* **Prompt**
All of the data below should be repeated exactly. Pictures should not be included.

------

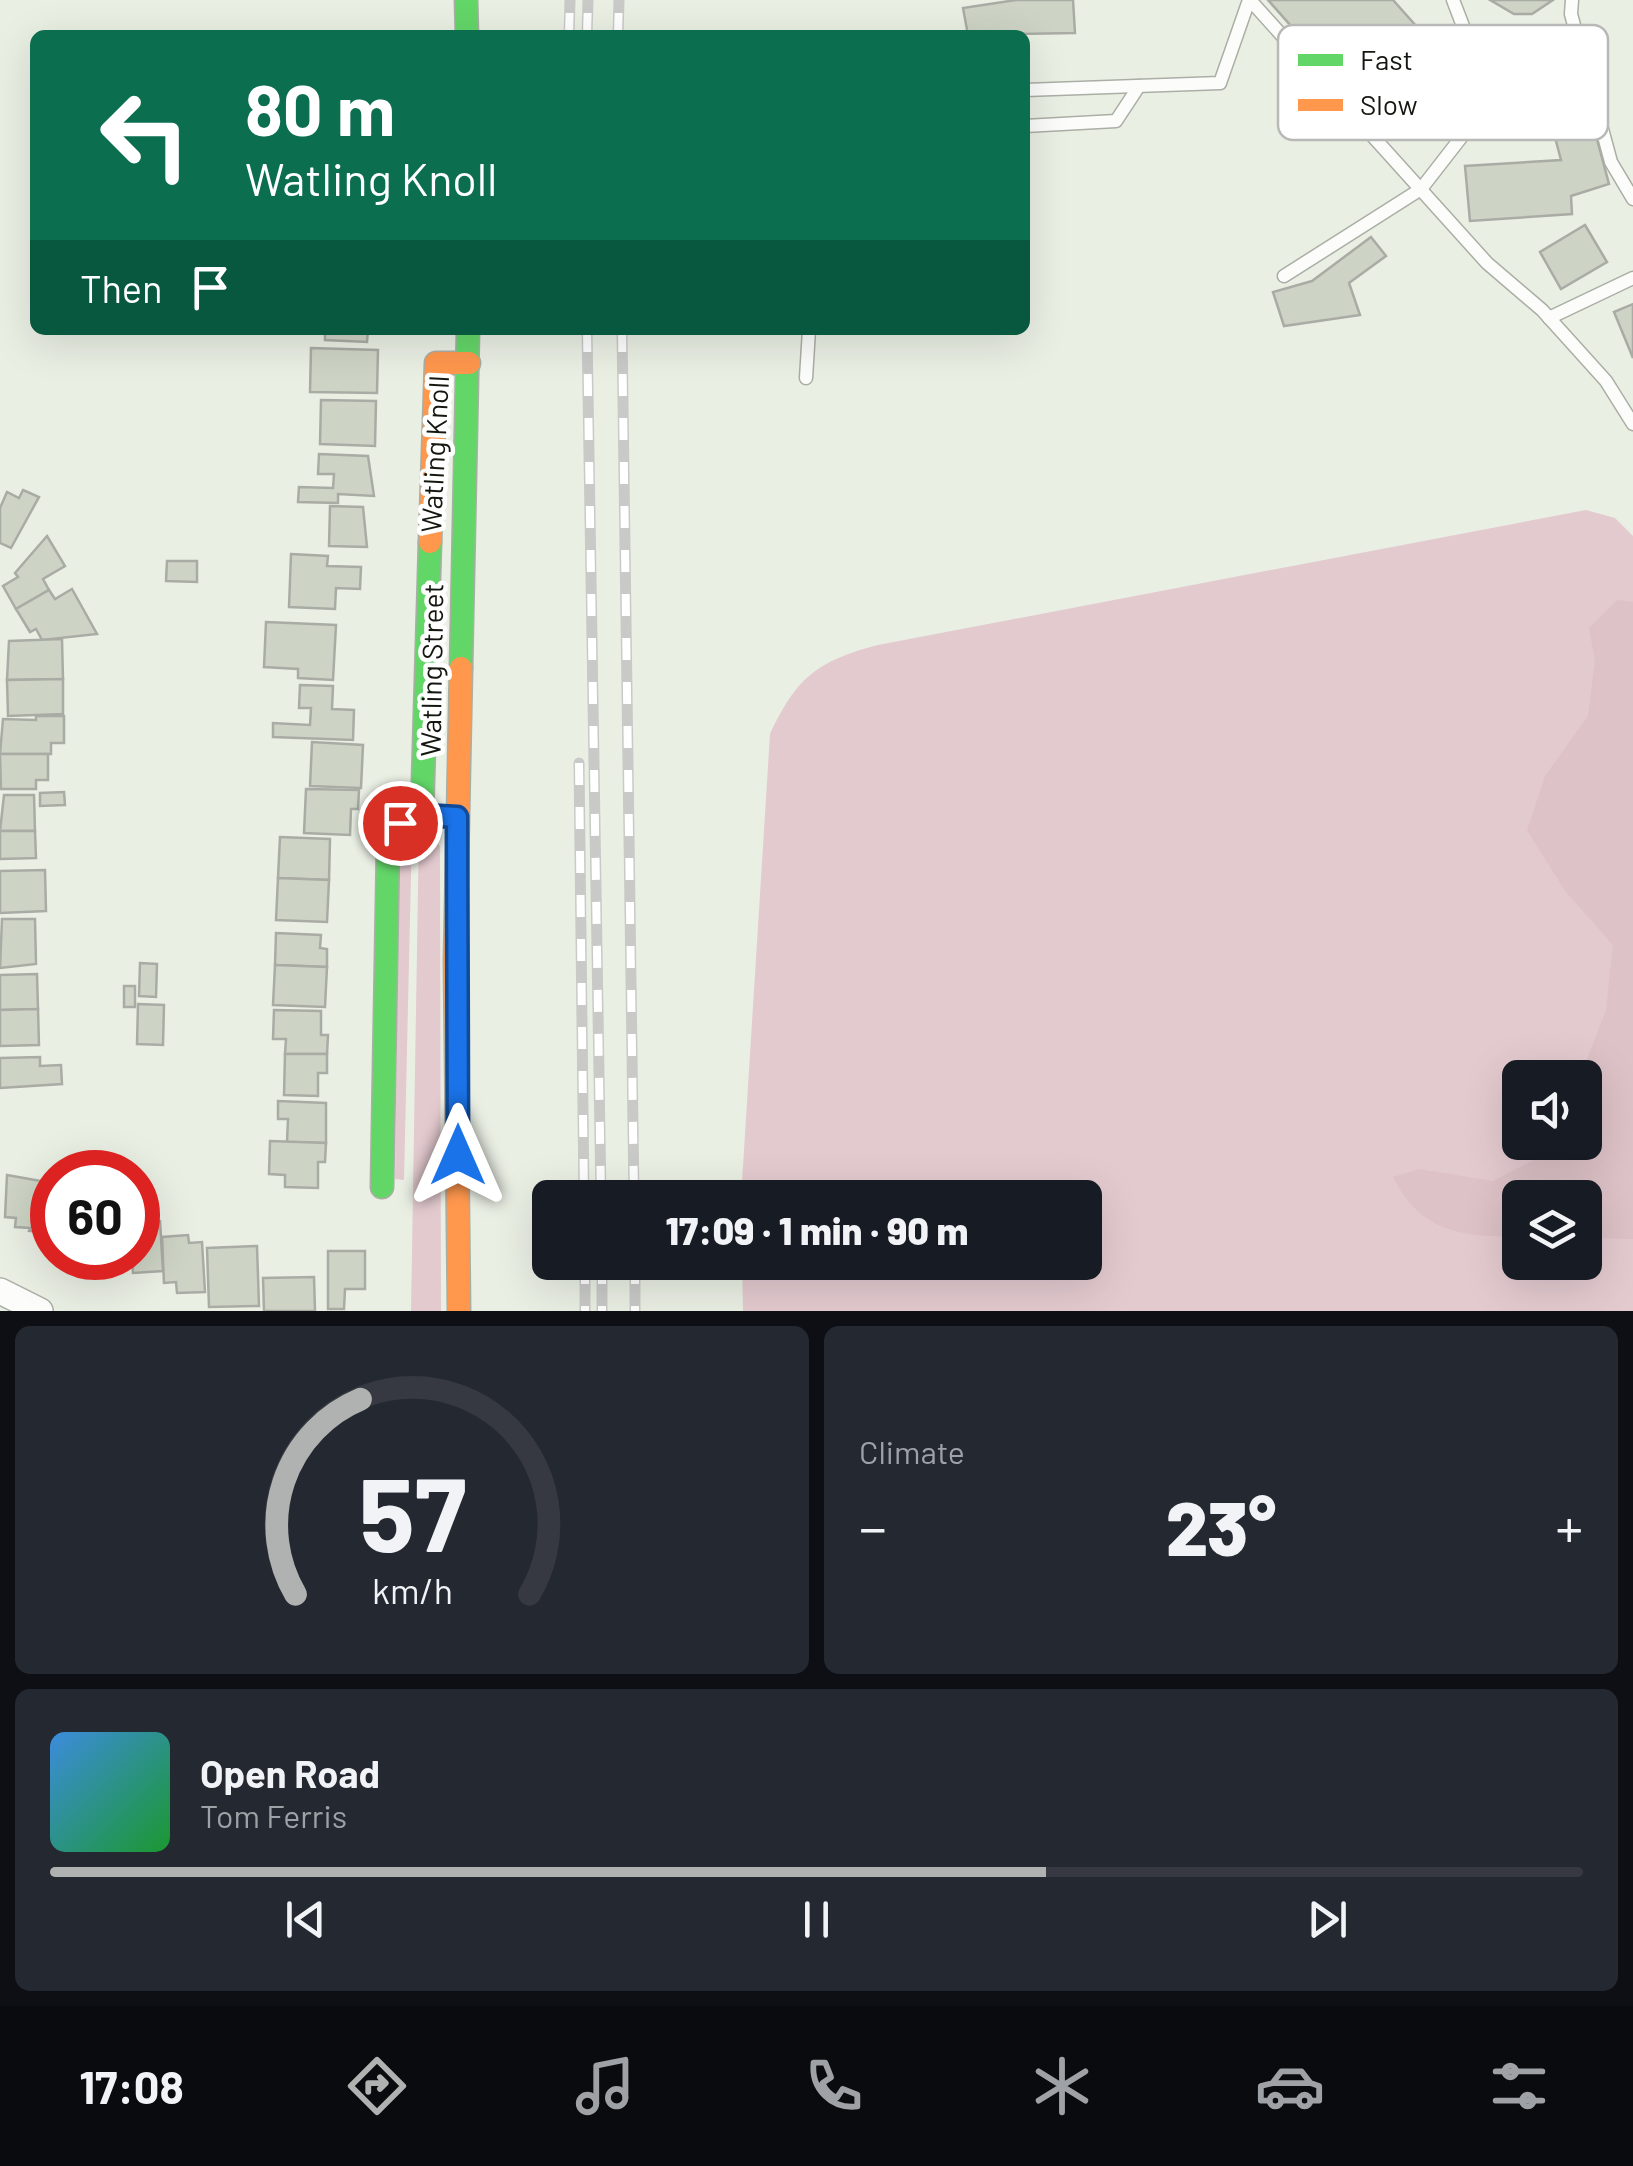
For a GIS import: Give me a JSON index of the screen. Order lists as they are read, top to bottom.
{
  "streets": {
    "main road": ["Watling Knoll", "Watling Street"]
  },
  "crossings": [
    ["Watling Knoll", "Watling Street"]
  ],
  "legend": ["Fast", "Slow"],
  "page": {
    "turn": ["80 m", "Watling Knoll"],
    "then": "Then",
    "limit": "60",
    "trip": "17:09 · 1 min · 90 m",
    "tile": "Climate",
    "heat": ["−", "23°", "+"],
    "song": ["Open Road", "Tom Ferris"],
    "tabs": "17:08",
    "gauge": ["57", "km/h"]
  }
}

------

* **Problem solution**
For a GIS import: Give me a JSON index of the screen. Order lists as they are read, top to bottom.
{
  "streets": {
    "main road": ["Watling Knoll", "Watling Street"]
  },
  "crossings": [
    ["Watling Knoll", "Watling Street"]
  ],
  "legend": ["Fast", "Slow"],
  "page": {
    "turn": ["80 m", "Watling Knoll"],
    "then": "Then",
    "limit": "60",
    "trip": "17:09 · 1 min · 90 m",
    "tile": "Climate",
    "heat": ["−", "23°", "+"],
    "song": ["Open Road", "Tom Ferris"],
    "tabs": "17:08",
    "gauge": ["57", "km/h"]
  }
}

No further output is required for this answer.